Complementary and alternative medicine use in patients with chronic diseases in primary care is associated with perceived quality of care and cultural beliefs.Fam Pract. 2004 Dec; 21(6):654-60.FP
The purpose of our study was to determine the prevalence of complementary and alternative medicine (CAM) use and its clinical and psycho-social correlates, including perceived satisfaction with care and cultural health beliefs.
A cross-sectional study was carried out in public sector primary care clinics in Singapore using a random sample of 488 adult patients with chronic diseases. The measures were CAM use, satisfaction with care and traditional health beliefs.

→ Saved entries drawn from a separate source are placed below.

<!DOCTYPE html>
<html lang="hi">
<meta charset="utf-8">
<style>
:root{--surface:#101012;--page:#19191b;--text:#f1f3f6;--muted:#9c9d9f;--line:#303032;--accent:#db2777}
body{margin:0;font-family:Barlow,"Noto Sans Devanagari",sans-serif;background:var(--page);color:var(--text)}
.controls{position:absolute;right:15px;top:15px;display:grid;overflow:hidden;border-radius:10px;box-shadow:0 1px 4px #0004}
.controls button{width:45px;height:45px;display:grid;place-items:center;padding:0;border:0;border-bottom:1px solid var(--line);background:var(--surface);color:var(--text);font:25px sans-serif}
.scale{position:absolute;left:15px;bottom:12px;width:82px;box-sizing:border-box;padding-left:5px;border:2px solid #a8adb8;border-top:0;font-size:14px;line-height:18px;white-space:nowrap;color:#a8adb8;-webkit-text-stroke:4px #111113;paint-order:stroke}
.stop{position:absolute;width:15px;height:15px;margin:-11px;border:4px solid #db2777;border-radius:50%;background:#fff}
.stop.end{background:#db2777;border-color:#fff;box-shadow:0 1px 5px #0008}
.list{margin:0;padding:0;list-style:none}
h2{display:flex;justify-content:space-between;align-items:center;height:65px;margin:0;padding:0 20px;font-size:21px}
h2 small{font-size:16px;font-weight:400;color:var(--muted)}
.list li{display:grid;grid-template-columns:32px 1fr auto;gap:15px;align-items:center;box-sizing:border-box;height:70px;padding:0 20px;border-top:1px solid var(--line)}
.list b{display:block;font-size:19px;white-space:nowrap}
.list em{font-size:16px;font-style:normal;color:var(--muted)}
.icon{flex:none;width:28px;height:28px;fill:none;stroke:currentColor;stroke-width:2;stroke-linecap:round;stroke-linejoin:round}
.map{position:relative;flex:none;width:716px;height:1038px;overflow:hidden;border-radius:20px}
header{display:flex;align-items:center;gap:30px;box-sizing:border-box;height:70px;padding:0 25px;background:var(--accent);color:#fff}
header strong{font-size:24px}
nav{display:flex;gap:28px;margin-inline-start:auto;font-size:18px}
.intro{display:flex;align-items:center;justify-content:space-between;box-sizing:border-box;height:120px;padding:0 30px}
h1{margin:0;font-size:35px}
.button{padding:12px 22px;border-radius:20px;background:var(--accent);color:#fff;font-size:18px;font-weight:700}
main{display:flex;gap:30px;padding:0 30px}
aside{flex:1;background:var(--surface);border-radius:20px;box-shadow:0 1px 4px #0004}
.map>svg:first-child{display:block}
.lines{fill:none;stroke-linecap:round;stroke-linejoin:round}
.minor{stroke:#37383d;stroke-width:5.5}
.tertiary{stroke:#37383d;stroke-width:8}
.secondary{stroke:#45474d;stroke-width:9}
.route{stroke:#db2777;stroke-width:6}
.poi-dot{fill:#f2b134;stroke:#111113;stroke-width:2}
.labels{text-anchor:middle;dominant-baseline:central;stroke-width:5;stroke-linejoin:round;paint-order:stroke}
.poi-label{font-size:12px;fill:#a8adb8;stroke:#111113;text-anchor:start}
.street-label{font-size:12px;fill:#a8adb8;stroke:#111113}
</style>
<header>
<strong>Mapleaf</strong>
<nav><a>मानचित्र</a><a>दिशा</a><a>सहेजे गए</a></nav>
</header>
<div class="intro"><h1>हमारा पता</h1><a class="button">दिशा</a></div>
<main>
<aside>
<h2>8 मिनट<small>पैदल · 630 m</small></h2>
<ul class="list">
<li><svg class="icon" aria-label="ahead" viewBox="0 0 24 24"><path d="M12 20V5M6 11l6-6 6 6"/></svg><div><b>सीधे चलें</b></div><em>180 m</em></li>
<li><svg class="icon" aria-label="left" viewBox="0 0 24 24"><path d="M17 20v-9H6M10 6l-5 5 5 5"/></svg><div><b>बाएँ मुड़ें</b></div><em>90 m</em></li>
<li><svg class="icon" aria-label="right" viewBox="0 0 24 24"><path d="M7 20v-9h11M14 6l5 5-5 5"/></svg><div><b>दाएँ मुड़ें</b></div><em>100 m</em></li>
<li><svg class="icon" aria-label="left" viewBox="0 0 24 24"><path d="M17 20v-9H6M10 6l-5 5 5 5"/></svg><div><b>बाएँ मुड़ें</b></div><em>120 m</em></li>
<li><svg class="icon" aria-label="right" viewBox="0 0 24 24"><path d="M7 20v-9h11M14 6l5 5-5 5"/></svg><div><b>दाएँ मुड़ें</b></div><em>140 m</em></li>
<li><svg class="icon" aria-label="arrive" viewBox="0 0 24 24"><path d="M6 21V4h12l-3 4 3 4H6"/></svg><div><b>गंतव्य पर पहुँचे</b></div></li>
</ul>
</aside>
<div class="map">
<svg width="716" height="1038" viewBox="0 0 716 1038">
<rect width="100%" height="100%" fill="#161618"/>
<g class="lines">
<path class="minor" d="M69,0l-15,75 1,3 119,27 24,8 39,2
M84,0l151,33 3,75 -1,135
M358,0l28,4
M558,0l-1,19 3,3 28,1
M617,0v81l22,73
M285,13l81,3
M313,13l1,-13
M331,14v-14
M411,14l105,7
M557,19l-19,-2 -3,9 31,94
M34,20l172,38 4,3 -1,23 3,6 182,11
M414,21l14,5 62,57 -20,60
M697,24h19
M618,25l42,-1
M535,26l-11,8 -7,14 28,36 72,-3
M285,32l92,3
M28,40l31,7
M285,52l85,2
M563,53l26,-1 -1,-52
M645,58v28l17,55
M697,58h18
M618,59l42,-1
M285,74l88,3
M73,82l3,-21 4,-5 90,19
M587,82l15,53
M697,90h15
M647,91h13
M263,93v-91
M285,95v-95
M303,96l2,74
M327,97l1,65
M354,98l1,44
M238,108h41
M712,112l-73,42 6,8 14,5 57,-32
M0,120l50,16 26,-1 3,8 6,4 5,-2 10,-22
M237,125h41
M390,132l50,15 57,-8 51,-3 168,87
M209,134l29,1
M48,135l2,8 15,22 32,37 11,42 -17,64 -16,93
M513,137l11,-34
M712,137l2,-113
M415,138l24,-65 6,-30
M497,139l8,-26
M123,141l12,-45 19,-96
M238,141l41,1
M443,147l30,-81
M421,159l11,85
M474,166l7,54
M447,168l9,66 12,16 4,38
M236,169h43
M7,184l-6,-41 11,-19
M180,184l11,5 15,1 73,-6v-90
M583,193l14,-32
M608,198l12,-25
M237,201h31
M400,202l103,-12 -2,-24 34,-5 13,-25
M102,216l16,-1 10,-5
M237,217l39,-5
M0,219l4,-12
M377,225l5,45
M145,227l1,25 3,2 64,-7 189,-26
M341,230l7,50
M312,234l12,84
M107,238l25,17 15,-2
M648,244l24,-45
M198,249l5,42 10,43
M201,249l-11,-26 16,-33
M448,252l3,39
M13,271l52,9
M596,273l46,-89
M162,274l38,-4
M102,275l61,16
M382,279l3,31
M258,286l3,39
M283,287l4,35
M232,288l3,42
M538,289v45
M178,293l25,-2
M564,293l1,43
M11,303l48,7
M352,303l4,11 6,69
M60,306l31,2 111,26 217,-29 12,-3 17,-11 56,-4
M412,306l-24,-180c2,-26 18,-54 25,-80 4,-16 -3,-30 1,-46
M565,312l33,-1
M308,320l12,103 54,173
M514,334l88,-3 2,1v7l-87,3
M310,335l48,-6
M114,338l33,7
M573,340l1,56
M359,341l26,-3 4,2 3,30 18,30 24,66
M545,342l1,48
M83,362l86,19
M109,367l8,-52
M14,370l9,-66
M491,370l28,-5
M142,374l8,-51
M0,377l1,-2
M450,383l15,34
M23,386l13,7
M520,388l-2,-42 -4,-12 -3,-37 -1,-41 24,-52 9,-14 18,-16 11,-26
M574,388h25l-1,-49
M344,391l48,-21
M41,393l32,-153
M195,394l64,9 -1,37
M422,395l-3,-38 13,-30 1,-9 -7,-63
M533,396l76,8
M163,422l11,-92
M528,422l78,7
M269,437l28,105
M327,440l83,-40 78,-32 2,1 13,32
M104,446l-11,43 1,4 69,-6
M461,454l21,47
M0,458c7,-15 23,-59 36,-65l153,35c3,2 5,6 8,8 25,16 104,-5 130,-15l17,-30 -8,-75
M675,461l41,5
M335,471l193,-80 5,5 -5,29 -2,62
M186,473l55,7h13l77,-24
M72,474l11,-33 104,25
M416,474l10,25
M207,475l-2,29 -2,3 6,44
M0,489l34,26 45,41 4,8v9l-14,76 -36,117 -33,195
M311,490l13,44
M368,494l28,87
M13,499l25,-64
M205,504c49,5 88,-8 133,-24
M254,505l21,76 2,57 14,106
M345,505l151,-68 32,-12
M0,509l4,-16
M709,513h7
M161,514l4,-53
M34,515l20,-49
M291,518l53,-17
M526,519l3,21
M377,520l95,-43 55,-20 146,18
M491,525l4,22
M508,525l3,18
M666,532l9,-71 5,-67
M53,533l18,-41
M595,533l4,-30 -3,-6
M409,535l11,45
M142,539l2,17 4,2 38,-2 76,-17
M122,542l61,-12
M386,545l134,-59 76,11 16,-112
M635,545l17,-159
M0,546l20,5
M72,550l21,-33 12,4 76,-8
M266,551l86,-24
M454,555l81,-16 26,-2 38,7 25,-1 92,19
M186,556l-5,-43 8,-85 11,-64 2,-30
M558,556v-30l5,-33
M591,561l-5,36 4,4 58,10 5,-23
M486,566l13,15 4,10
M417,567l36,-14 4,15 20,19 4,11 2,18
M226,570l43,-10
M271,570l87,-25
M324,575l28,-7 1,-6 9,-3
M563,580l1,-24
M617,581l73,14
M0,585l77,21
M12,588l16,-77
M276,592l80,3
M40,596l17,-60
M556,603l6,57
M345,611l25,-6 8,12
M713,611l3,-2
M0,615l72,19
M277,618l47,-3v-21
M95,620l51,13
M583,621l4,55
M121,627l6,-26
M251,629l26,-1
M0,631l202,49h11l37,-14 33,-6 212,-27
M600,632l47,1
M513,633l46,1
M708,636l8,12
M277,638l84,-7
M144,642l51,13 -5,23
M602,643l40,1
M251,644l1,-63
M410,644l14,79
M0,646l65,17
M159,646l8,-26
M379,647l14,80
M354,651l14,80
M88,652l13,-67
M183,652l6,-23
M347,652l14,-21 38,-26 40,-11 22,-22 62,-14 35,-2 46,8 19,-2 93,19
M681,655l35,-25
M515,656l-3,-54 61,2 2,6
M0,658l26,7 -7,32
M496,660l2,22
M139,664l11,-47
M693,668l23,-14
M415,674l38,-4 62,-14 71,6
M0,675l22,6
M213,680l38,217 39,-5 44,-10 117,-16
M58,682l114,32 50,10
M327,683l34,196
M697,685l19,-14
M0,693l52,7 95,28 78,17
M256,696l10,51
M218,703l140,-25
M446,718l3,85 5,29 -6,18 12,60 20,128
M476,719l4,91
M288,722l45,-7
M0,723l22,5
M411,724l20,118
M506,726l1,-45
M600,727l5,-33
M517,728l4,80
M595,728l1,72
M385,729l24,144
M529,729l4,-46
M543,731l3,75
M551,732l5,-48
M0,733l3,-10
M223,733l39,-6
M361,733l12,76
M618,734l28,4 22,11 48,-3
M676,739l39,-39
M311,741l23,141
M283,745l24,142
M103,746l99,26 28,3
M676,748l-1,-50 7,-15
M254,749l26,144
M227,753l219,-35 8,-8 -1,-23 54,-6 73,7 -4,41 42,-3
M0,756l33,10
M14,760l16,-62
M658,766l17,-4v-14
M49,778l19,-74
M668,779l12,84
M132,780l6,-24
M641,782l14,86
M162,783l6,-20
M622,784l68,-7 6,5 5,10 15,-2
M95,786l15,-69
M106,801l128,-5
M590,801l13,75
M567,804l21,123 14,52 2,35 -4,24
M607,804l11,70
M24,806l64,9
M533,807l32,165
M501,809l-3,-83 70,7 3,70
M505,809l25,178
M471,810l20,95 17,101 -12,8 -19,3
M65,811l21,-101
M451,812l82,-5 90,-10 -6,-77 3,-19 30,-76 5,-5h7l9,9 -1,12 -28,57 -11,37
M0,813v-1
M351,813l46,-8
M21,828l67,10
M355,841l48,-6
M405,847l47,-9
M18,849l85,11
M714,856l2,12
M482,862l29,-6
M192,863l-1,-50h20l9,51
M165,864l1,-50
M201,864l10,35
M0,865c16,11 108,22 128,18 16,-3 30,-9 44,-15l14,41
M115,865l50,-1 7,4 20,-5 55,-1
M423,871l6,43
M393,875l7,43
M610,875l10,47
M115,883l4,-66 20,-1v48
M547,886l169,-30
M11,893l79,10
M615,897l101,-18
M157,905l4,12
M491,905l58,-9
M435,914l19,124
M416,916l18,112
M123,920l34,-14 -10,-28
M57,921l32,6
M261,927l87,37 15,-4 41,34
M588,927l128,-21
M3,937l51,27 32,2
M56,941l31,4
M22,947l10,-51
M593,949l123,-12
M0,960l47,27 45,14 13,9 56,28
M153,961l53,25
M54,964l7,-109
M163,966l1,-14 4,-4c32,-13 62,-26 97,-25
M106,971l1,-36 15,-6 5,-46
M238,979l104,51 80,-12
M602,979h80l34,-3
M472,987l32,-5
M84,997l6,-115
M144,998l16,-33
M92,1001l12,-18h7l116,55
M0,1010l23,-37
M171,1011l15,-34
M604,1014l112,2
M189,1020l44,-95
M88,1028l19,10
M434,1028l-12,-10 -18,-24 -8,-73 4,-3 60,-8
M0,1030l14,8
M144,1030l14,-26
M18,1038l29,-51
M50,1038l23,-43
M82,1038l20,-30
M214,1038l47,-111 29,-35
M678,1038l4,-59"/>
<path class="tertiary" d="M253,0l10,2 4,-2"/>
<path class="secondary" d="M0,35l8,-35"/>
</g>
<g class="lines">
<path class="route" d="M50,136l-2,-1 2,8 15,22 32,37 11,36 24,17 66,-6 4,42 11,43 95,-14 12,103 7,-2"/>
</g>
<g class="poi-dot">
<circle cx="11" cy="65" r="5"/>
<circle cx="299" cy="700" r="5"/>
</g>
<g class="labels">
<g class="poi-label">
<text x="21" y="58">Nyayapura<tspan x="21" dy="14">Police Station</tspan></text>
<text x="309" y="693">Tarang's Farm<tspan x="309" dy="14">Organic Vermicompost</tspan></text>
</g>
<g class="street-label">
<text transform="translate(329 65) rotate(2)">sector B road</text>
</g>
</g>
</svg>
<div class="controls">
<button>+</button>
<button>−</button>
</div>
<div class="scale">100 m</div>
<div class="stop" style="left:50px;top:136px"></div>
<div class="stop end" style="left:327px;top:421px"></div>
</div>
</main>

The 1 year prevalence of CAM use was 22.7%. In univariate analyses, factors associated with CAM use included: middle age, arthritis, musculoskeletal disorders and stroke, multiple conditions, poor perceived health, family use of CAM, recommendation by close social contacts, strong adherence to traditional health beliefs and perceived satisfaction with care. Patients who were dissatisfied/very dissatisfied with the cost of treatment [odds ratio (OR) = 1.79, 95% confidence interval (CI) 1.15-2.82] and waiting time (OR = 1.96, 95% CI 1.20-3.19) were more likely to use CAM. Patients who were very satisfied with the benefit from treatment were much less likely to use CAM (OR = 0.49, 95% CI 0.29-0.83). Satisfaction with doctor-patient interaction was not associated with CAM use. Being 'very satisfied' on overall care satisfaction was significantly associated with much less CAM use (OR = 0.30, 95% CI 0.14-0.68). Multivariate analyses confirmed that CAM use was significantly and independently predicted by the 'chronic disease triad' (arthritis/musculoskeletal disorders/stroke) (OR = 4.08, 95% CI 2.45-6.83), overall satisfaction with care (OR = 0.32, 95% CI 0.14-0.74) and strong adherence to traditional health beliefs (OR = 1.88, 95% CI 1.07-3.31).
CAM use in Asian patients is prevalent and associated with the 'chronic disease triad' (of arthritis, musculoskeletal disorders and stroke), satisfaction with care and cultural beliefs. In particular, CAM use is not associated with the quality of doctor-patient interaction.